We next evaluated the individual rRNA species present in each sucrose gradient fraction after a second round of ultracentrifugation to pellet ribosomes complexes or subunits. RNA was extracted and analyzed by Northern hybridization (Fig. 6a). Oligonucleotide probes specific for the LSU rRNA species reveal a consistent ~1:1 ratio of all small rRNA species for wild-type cells (Fig. 6b). This trend, however, changes for TbMTase37 RNAi where levels of srRNA 4 are significantly underrepresented (p < 0.05) and 5S rRNA levels are substantially underrepresented in 60S and 80S fractions (Fractions 5 and 6 in Fig. 6), but present at nearly stoichiometric levels in polysome-associated fractions (Fractions 7–10 in Fig. 6).

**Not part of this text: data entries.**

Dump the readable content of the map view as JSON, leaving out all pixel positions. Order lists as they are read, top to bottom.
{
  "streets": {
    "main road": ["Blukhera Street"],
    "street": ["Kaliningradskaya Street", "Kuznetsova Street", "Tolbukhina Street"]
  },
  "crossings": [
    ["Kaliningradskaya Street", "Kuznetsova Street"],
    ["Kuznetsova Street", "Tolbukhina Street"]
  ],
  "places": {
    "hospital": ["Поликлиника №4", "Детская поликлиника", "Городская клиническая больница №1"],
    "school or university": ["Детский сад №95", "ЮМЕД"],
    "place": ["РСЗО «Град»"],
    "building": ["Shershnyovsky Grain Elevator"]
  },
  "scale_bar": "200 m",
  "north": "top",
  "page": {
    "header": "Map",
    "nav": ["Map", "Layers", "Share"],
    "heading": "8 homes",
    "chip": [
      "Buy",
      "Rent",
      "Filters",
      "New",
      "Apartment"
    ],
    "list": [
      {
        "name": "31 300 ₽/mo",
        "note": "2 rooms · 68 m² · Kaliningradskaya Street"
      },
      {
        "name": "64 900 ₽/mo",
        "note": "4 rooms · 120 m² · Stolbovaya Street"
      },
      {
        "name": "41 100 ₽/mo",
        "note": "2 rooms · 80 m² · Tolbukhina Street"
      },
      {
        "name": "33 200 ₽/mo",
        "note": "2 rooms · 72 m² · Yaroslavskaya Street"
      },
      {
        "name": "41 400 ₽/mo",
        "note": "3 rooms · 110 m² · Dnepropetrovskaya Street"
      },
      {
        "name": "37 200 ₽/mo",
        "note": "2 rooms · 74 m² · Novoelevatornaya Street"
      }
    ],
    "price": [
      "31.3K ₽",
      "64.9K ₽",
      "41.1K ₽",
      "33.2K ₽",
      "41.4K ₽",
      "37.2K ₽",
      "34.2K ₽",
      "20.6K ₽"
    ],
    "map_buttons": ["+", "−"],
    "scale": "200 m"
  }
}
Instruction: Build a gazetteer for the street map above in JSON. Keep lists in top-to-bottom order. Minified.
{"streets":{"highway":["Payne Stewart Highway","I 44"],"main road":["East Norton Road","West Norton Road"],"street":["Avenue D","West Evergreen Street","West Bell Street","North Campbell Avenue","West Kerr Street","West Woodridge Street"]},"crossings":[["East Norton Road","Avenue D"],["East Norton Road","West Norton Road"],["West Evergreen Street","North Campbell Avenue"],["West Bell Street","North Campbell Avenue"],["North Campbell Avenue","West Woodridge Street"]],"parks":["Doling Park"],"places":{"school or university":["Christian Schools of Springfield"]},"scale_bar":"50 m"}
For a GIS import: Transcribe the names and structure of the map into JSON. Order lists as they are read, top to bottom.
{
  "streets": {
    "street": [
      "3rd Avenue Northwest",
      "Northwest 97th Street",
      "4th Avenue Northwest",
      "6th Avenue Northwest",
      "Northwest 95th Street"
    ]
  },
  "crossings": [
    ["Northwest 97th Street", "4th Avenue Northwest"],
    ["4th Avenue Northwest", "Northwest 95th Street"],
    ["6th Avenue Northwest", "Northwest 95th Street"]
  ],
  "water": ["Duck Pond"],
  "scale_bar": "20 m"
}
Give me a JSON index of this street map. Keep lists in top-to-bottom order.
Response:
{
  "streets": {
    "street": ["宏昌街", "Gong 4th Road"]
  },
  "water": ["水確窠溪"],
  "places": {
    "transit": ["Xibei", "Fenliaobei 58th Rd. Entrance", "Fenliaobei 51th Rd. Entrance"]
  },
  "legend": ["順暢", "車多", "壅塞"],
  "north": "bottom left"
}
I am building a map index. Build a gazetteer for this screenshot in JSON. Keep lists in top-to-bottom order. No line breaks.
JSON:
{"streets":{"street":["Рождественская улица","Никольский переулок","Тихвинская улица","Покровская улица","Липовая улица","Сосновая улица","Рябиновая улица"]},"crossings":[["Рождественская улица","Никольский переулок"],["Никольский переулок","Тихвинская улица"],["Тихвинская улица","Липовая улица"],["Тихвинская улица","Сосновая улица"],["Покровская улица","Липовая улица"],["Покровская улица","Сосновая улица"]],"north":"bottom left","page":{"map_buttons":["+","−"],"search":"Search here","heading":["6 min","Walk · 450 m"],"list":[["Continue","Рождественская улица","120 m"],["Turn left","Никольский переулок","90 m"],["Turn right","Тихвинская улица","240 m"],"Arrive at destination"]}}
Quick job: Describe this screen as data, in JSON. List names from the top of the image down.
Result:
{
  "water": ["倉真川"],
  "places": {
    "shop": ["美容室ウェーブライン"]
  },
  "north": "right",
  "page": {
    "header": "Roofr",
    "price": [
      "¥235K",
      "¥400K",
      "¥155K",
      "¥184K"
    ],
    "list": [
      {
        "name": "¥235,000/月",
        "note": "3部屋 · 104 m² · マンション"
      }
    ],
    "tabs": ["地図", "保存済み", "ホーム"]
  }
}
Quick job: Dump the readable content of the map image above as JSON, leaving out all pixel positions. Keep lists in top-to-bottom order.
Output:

Notably, since srRNA4 is part of a polycistronic transcript with srRNAs 1, 2, and 3 the disproportionally low levels of srRNA 4 upon RNAi must be due to enhanced degradation after transcription. In addition, there is higher variability in relative abundance of the rRNA species after RNAi induction, consistent with incompletely assembled particles and/or decreased subunit stability. Together these results show that TbMTase37 plays an important role in maintaining the stability of the 60S subunit, as subunits lacking srRNA 4 accumulate in the absence of MTase37.
(a) RNA isolated from the sucrose gradient fraction as in Fig. 5 were analyzed by Northern hybridization with oligonucleotide probes specific for each small ribosomal RNA fragment. Cropped panels are the signals of expected rRNA size and were used in quantification. Gels were loaded with equal A260 units. Fraction numbers are as in the previous figure. (b) Quantification of the signals in (a), the signal of each rRNA in each fraction was first normalized as a percentage of total probe intensity across all fractions to exclude oligo hybridization differences. Relative signals were used to calculate the signal ratio of wild type to RNAi. Calculations were made as the percentage of signal for each rRNA in each fraction divided by the sum of all probe percentages in that fraction and multiplied by 6 (the total number of rRNA bands). The dashed line across each graph represents the expected 1:1 stoichiometry for all rRNAs within a given fraction.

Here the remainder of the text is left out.